**TASK REQUIREMENTS:**
Scan the entries for lines with the word "labels", then copy those lines.
____________
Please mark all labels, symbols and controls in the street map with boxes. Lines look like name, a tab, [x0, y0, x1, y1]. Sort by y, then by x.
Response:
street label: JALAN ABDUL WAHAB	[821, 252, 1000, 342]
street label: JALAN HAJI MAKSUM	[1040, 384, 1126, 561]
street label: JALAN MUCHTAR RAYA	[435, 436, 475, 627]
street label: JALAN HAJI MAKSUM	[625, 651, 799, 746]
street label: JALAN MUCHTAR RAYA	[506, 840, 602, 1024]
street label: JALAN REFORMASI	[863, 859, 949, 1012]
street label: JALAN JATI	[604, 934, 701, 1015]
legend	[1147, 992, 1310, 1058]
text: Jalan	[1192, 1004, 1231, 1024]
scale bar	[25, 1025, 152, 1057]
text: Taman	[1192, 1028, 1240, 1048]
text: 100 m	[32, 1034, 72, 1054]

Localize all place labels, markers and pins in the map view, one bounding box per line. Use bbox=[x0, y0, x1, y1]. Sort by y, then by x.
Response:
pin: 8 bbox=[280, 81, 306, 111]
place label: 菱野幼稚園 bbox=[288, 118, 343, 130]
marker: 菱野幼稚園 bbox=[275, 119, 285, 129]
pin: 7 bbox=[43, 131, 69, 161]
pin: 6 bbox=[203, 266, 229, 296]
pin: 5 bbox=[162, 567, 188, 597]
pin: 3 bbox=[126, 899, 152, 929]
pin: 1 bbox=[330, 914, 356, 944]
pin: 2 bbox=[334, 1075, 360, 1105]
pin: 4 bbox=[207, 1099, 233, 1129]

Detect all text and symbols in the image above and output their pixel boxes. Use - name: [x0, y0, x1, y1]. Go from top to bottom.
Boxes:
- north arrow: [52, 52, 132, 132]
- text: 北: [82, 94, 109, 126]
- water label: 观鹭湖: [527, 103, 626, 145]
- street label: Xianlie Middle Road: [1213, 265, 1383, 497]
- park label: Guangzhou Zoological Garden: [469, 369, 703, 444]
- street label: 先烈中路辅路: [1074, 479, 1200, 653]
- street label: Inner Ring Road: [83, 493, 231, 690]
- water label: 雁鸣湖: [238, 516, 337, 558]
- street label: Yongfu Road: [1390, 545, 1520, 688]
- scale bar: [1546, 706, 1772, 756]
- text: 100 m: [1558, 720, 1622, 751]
____________
**EXPECTED OUTPUT:**
Please mark all labels, symbols and controls in the street map with boxes. Lines look like name, a tab, [x0, y0, x1, y1]. Sort by y, then by x.
Localize all place labels, markers and pins in the map view, one bounding box per line. Use bbox=[x0, y0, x1, y1]. Sort by y, then by x.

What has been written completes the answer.